Data supplied
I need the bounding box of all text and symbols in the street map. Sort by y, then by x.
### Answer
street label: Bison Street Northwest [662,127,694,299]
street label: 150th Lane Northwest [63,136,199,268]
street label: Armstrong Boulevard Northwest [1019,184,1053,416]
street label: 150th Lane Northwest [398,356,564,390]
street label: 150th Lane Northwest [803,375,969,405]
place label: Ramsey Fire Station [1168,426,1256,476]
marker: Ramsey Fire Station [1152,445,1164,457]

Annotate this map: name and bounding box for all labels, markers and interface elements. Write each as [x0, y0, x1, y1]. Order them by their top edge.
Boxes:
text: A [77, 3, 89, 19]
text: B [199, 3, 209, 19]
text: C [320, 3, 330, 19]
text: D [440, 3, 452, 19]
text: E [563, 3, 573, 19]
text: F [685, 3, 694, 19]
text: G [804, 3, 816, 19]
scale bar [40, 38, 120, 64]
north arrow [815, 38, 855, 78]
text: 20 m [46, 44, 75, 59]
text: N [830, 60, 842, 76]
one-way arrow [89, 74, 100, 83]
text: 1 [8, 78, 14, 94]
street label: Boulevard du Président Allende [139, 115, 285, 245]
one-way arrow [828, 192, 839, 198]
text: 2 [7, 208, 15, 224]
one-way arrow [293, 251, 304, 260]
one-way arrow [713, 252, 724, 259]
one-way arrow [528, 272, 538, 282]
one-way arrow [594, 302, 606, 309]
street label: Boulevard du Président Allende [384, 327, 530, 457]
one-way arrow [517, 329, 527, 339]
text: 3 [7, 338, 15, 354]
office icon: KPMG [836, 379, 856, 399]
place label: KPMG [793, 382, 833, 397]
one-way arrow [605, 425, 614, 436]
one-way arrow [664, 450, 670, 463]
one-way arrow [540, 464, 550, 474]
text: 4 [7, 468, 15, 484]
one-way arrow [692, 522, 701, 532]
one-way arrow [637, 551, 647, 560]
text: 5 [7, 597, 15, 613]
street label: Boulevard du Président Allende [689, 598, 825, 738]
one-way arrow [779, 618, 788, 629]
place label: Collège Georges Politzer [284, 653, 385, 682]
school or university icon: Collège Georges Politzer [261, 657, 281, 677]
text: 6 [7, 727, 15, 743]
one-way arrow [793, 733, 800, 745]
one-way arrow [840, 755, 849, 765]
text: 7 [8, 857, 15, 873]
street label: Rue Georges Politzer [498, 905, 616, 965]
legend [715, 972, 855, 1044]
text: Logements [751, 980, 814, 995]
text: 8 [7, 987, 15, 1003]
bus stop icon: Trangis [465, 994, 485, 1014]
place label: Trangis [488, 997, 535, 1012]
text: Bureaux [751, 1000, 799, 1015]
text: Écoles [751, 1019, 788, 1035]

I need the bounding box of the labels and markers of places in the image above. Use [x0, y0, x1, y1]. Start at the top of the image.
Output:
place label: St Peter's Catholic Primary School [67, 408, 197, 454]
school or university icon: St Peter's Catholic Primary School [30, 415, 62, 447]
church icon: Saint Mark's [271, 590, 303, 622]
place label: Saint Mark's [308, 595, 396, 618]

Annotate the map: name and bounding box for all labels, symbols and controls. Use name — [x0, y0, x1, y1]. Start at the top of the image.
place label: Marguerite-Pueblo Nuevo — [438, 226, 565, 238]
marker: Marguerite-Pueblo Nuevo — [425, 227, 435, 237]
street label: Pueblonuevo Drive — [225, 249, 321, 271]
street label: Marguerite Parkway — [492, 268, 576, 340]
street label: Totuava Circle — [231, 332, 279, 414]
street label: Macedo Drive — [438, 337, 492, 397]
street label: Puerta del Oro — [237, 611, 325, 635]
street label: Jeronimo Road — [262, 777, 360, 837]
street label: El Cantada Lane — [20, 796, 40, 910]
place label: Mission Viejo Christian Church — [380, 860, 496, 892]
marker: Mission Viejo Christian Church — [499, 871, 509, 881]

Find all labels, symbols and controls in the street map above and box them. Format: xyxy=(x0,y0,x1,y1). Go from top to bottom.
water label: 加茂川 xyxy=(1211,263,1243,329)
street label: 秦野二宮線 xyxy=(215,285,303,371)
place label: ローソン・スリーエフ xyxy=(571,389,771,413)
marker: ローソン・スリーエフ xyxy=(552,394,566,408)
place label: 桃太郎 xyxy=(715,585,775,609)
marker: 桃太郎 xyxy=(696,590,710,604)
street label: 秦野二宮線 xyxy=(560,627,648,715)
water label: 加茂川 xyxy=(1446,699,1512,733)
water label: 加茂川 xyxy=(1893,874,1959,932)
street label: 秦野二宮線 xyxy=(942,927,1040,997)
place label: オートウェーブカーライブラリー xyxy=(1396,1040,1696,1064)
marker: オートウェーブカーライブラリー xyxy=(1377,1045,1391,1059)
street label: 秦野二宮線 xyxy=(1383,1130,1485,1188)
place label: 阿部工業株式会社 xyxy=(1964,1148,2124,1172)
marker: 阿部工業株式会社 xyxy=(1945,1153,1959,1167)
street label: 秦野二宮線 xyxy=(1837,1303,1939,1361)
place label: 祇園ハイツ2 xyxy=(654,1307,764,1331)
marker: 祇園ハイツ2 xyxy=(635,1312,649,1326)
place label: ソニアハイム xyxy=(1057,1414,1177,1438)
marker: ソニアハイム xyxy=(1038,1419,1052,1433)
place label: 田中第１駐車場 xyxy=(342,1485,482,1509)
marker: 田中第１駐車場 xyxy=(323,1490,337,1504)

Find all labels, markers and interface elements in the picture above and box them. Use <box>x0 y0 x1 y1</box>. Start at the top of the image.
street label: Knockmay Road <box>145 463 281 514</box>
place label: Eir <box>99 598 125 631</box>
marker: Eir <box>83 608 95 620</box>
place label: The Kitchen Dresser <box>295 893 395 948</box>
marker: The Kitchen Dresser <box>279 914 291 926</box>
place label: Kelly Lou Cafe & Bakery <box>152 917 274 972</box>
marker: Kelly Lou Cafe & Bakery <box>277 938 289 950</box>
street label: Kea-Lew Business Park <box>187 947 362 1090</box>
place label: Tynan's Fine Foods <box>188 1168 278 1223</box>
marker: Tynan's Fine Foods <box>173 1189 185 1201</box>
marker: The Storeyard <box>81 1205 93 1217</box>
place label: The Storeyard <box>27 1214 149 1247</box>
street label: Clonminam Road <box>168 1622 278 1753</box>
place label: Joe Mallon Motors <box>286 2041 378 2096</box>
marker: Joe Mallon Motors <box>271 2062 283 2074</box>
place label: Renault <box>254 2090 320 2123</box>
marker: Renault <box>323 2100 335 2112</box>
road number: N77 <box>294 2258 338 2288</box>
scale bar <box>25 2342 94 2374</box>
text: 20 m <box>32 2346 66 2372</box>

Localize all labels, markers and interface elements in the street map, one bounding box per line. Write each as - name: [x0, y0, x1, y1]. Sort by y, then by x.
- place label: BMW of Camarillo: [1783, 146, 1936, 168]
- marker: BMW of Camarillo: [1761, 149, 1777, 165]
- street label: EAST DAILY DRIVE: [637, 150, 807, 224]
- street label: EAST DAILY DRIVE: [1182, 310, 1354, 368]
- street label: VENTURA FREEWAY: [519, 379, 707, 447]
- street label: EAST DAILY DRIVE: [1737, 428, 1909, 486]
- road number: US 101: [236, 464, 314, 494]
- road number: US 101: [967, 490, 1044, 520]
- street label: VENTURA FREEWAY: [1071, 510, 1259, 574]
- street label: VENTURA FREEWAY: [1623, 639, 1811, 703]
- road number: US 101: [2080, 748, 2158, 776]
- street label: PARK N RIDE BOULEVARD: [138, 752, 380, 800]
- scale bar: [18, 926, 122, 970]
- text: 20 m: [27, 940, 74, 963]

Assignment
For each entry above, please make an exact copy.

The answer
I need the bounding box of all text and symbols in the street map. Sort by y, then by x.
### Answer
street label: Bison Street Northwest [662,127,694,299]
street label: 150th Lane Northwest [63,136,199,268]
street label: Armstrong Boulevard Northwest [1019,184,1053,416]
street label: 150th Lane Northwest [398,356,564,390]
street label: 150th Lane Northwest [803,375,969,405]
place label: Ramsey Fire Station [1168,426,1256,476]
marker: Ramsey Fire Station [1152,445,1164,457]

Annotate this map: name and bounding box for all labels, markers and interface elements. Write each as [x0, y0, x1, y1]. Order them by their top edge.
Boxes:
text: A [77, 3, 89, 19]
text: B [199, 3, 209, 19]
text: C [320, 3, 330, 19]
text: D [440, 3, 452, 19]
text: E [563, 3, 573, 19]
text: F [685, 3, 694, 19]
text: G [804, 3, 816, 19]
scale bar [40, 38, 120, 64]
north arrow [815, 38, 855, 78]
text: 20 m [46, 44, 75, 59]
text: N [830, 60, 842, 76]
one-way arrow [89, 74, 100, 83]
text: 1 [8, 78, 14, 94]
street label: Boulevard du Président Allende [139, 115, 285, 245]
one-way arrow [828, 192, 839, 198]
text: 2 [7, 208, 15, 224]
one-way arrow [293, 251, 304, 260]
one-way arrow [713, 252, 724, 259]
one-way arrow [528, 272, 538, 282]
one-way arrow [594, 302, 606, 309]
street label: Boulevard du Président Allende [384, 327, 530, 457]
one-way arrow [517, 329, 527, 339]
text: 3 [7, 338, 15, 354]
office icon: KPMG [836, 379, 856, 399]
place label: KPMG [793, 382, 833, 397]
one-way arrow [605, 425, 614, 436]
one-way arrow [664, 450, 670, 463]
one-way arrow [540, 464, 550, 474]
text: 4 [7, 468, 15, 484]
one-way arrow [692, 522, 701, 532]
one-way arrow [637, 551, 647, 560]
text: 5 [7, 597, 15, 613]
street label: Boulevard du Président Allende [689, 598, 825, 738]
one-way arrow [779, 618, 788, 629]
place label: Collège Georges Politzer [284, 653, 385, 682]
school or university icon: Collège Georges Politzer [261, 657, 281, 677]
text: 6 [7, 727, 15, 743]
one-way arrow [793, 733, 800, 745]
one-way arrow [840, 755, 849, 765]
text: 7 [8, 857, 15, 873]
street label: Rue Georges Politzer [498, 905, 616, 965]
legend [715, 972, 855, 1044]
text: Logements [751, 980, 814, 995]
text: 8 [7, 987, 15, 1003]
bus stop icon: Trangis [465, 994, 485, 1014]
place label: Trangis [488, 997, 535, 1012]
text: Bureaux [751, 1000, 799, 1015]
text: Écoles [751, 1019, 788, 1035]

I need the bounding box of the labels and markers of places in the image above. Use [x0, y0, x1, y1]. Start at the top of the image.
Output:
place label: St Peter's Catholic Primary School [67, 408, 197, 454]
school or university icon: St Peter's Catholic Primary School [30, 415, 62, 447]
church icon: Saint Mark's [271, 590, 303, 622]
place label: Saint Mark's [308, 595, 396, 618]

Annotate the map: name and bounding box for all labels, symbols and controls. Use name — [x0, y0, x1, y1]. Start at the top of the image.
place label: Marguerite-Pueblo Nuevo — [438, 226, 565, 238]
marker: Marguerite-Pueblo Nuevo — [425, 227, 435, 237]
street label: Pueblonuevo Drive — [225, 249, 321, 271]
street label: Marguerite Parkway — [492, 268, 576, 340]
street label: Totuava Circle — [231, 332, 279, 414]
street label: Macedo Drive — [438, 337, 492, 397]
street label: Puerta del Oro — [237, 611, 325, 635]
street label: Jeronimo Road — [262, 777, 360, 837]
street label: El Cantada Lane — [20, 796, 40, 910]
place label: Mission Viejo Christian Church — [380, 860, 496, 892]
marker: Mission Viejo Christian Church — [499, 871, 509, 881]

Find all labels, symbols and controls in the street map above and box them. Format: xyxy=(x0,y0,x1,y1). Go from top to bottom.
water label: 加茂川 xyxy=(1211,263,1243,329)
street label: 秦野二宮線 xyxy=(215,285,303,371)
place label: ローソン・スリーエフ xyxy=(571,389,771,413)
marker: ローソン・スリーエフ xyxy=(552,394,566,408)
place label: 桃太郎 xyxy=(715,585,775,609)
marker: 桃太郎 xyxy=(696,590,710,604)
street label: 秦野二宮線 xyxy=(560,627,648,715)
water label: 加茂川 xyxy=(1446,699,1512,733)
water label: 加茂川 xyxy=(1893,874,1959,932)
street label: 秦野二宮線 xyxy=(942,927,1040,997)
place label: オートウェーブカーライブラリー xyxy=(1396,1040,1696,1064)
marker: オートウェーブカーライブラリー xyxy=(1377,1045,1391,1059)
street label: 秦野二宮線 xyxy=(1383,1130,1485,1188)
place label: 阿部工業株式会社 xyxy=(1964,1148,2124,1172)
marker: 阿部工業株式会社 xyxy=(1945,1153,1959,1167)
street label: 秦野二宮線 xyxy=(1837,1303,1939,1361)
place label: 祇園ハイツ2 xyxy=(654,1307,764,1331)
marker: 祇園ハイツ2 xyxy=(635,1312,649,1326)
place label: ソニアハイム xyxy=(1057,1414,1177,1438)
marker: ソニアハイム xyxy=(1038,1419,1052,1433)
place label: 田中第１駐車場 xyxy=(342,1485,482,1509)
marker: 田中第１駐車場 xyxy=(323,1490,337,1504)

Find all labels, markers and interface elements in the picture above and box them. Use <box>x0 y0 x1 y1</box>. Start at the top of the image.
street label: Knockmay Road <box>145 463 281 514</box>
place label: Eir <box>99 598 125 631</box>
marker: Eir <box>83 608 95 620</box>
place label: The Kitchen Dresser <box>295 893 395 948</box>
marker: The Kitchen Dresser <box>279 914 291 926</box>
place label: Kelly Lou Cafe & Bakery <box>152 917 274 972</box>
marker: Kelly Lou Cafe & Bakery <box>277 938 289 950</box>
street label: Kea-Lew Business Park <box>187 947 362 1090</box>
place label: Tynan's Fine Foods <box>188 1168 278 1223</box>
marker: Tynan's Fine Foods <box>173 1189 185 1201</box>
marker: The Storeyard <box>81 1205 93 1217</box>
place label: The Storeyard <box>27 1214 149 1247</box>
street label: Clonminam Road <box>168 1622 278 1753</box>
place label: Joe Mallon Motors <box>286 2041 378 2096</box>
marker: Joe Mallon Motors <box>271 2062 283 2074</box>
place label: Renault <box>254 2090 320 2123</box>
marker: Renault <box>323 2100 335 2112</box>
road number: N77 <box>294 2258 338 2288</box>
scale bar <box>25 2342 94 2374</box>
text: 20 m <box>32 2346 66 2372</box>

Localize all labels, markers and interface elements in the street map, one bounding box per line. Write each as - name: [x0, y0, x1, y1]. Sort by y, then by x.
- place label: BMW of Camarillo: [1783, 146, 1936, 168]
- marker: BMW of Camarillo: [1761, 149, 1777, 165]
- street label: EAST DAILY DRIVE: [637, 150, 807, 224]
- street label: EAST DAILY DRIVE: [1182, 310, 1354, 368]
- street label: VENTURA FREEWAY: [519, 379, 707, 447]
- street label: EAST DAILY DRIVE: [1737, 428, 1909, 486]
- road number: US 101: [236, 464, 314, 494]
- road number: US 101: [967, 490, 1044, 520]
- street label: VENTURA FREEWAY: [1071, 510, 1259, 574]
- street label: VENTURA FREEWAY: [1623, 639, 1811, 703]
- road number: US 101: [2080, 748, 2158, 776]
- street label: PARK N RIDE BOULEVARD: [138, 752, 380, 800]
- scale bar: [18, 926, 122, 970]
- text: 20 m: [27, 940, 74, 963]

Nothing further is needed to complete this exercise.